Dívida cobrada por ex-marido é embargada por ser entendida como violência de gênero

Dívida cobrada por ex-marido é embargada por ser entendida como violência de gênero

27/02/2023

Fonte: Assessoria de Comunicação do IBDFAM (com informações do Migalhas)


Atualizada em 02/03/2023

A 42ª Vara Cível de São Paulo julgou procedente um pedido movido por uma mulher para embargar dívida cobrada pelo ex-marido, oriunda de suposto empréstimo simulado.

Segundo os autos, a mulher mantinha contrato de mútuo com a empresa administrada pelo ex-cônjuge, que postulou a execução da dívida após a separação.

O juiz que analisou o caso destacou que a tese da empresa embargada é irrefutável. “O contrato que baseia a execução é mútuo formalmente assinado pela embargante, na qualidade de pessoa capaz para os atos da vida civil”, afirmou.

Constatou-se em juízo que o contrato tratava-se de simulação para desviar patrimônio em desfavor de credores, servindo como objeto de chantagem, por parte do homem, para evitar o fim do casamento.

Decisão notável

Alice Birchal, membro do Instituto Brasileiro de Direito de Família – IBDFAM e desembargadora do Tribunal de Justiça de Minas Gerais – TJMG, explica que a decisão é notável porque foi dada em um processo civil, no qual o julgador “percebeu a questão de gênero mesmo não sendo uma demanda penal ou de família”.

“O problema não é a cobrança da dívida, mas a origem dela. A Lei Maria da Penha (11.340/2006) é uma lei federal e prevê cinco formas de violência doméstica, entre elas a patrimonial. Assim, ela pode ser aplicada em todos os casos em que fique caracterizada a coação do marido, companheiro ou parente homem contra a mulher”, explica a magistrada.

Ela observa que o juiz do caso percebeu uma dupla violência de gênero. “A primeira foi forçar a mulher a assinar o documento. E a segunda ocorreu quando o ex-marido executou a dívida e é aí que entra a análise da circunstância em que a dívida foi cobrada: após o divórcio entre as partes”, aponta.

A desembargadora avalia que uma decisão como esta é importante porque, ao interpretar as circunstâncias diante da Lei Maria da Penha, ela demonstra, na prática, como fazer isso.

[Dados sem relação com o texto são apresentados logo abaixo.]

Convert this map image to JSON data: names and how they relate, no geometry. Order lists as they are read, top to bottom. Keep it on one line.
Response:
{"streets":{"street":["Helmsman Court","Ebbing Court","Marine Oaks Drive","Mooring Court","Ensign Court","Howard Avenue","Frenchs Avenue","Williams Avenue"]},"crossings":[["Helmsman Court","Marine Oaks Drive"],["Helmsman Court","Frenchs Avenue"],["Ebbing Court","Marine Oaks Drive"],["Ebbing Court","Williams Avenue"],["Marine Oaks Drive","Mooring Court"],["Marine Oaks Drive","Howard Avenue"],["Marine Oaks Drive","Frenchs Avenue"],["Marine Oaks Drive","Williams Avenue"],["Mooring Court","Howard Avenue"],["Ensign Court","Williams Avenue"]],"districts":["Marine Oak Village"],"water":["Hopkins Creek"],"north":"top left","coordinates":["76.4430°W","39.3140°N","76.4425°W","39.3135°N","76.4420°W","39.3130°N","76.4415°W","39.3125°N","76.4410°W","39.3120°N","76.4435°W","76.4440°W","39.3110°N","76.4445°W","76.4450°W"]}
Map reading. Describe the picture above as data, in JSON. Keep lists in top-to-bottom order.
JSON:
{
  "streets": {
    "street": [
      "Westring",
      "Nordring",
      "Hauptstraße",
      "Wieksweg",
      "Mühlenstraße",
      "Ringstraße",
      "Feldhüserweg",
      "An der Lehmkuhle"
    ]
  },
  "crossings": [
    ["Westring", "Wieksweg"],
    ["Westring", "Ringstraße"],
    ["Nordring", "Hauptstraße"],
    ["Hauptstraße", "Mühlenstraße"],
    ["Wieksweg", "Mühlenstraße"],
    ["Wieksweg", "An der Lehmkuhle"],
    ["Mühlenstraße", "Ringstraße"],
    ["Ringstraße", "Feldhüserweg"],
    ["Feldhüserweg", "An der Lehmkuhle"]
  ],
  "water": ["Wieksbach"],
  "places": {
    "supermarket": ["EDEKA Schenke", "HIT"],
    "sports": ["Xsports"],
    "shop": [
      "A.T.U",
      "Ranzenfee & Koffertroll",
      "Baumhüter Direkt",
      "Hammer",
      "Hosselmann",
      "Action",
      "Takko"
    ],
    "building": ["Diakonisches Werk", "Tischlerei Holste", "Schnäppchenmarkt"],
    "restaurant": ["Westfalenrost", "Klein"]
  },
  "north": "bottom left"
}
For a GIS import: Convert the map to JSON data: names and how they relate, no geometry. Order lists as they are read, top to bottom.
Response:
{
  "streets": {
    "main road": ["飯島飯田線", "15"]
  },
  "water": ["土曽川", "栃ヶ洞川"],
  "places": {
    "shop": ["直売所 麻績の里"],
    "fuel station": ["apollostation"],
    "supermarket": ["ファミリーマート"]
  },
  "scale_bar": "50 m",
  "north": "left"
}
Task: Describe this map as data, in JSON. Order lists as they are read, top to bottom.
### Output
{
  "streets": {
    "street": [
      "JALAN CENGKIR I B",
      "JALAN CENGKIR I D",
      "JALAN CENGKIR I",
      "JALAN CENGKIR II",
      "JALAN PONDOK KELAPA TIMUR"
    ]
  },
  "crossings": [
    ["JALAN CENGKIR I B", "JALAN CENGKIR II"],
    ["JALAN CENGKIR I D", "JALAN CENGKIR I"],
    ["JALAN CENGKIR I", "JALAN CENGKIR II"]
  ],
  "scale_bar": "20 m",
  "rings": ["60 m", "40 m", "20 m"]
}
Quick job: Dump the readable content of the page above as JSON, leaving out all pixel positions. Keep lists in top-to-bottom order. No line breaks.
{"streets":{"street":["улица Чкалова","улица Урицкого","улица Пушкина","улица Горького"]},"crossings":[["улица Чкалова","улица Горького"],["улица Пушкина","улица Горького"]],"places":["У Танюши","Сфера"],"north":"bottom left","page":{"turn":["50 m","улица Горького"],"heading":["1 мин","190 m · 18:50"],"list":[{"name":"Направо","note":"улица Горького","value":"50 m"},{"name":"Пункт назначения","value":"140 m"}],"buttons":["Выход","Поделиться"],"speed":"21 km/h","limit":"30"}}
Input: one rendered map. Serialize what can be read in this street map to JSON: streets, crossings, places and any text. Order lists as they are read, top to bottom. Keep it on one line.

“Espero que uma decisão como esta se torne um paradigma, um exemplo, um norte para que todos nós, em todas as áreas, apliquemos a Lei Maria da Penha sob a perspectiva de gênero”, defende. “É primordial que os advogados e advogadas comecem a demonstrar e requerer que se aplique o Protocolo do CNJ nos julgamentos em que haja desequilíbrio material ou processual entre as partes, exatamente porque, em determinados casos, a mulher ‘está’ hipossuficiente.”

Busca pela equidade

O Protocolo a que Alice Birchal se refere é o “Protocolo para Julgamento com Perspectiva de Gênero”, do Conselho Nacional de Justiça – CNJ. Lançado em 2021, ele busca capacitar e orientar a magistratura para a realização de julgamentos, com diretrizes que traduzam um novo posicionamento, com maior equidade entre homens e mulheres na Justiça.

Com 120 páginas, o documento traz explicação de conceitos, apresenta casos e detalha um passo a passo para que os magistrados não interpretem os casos concretos com parcialidade ou marcados pelo machismo estrutural. O texto ressalta ainda a influência do sexismo, do racismo e da homofobia em todas as áreas do Direito, não se restringindo à violência doméstica.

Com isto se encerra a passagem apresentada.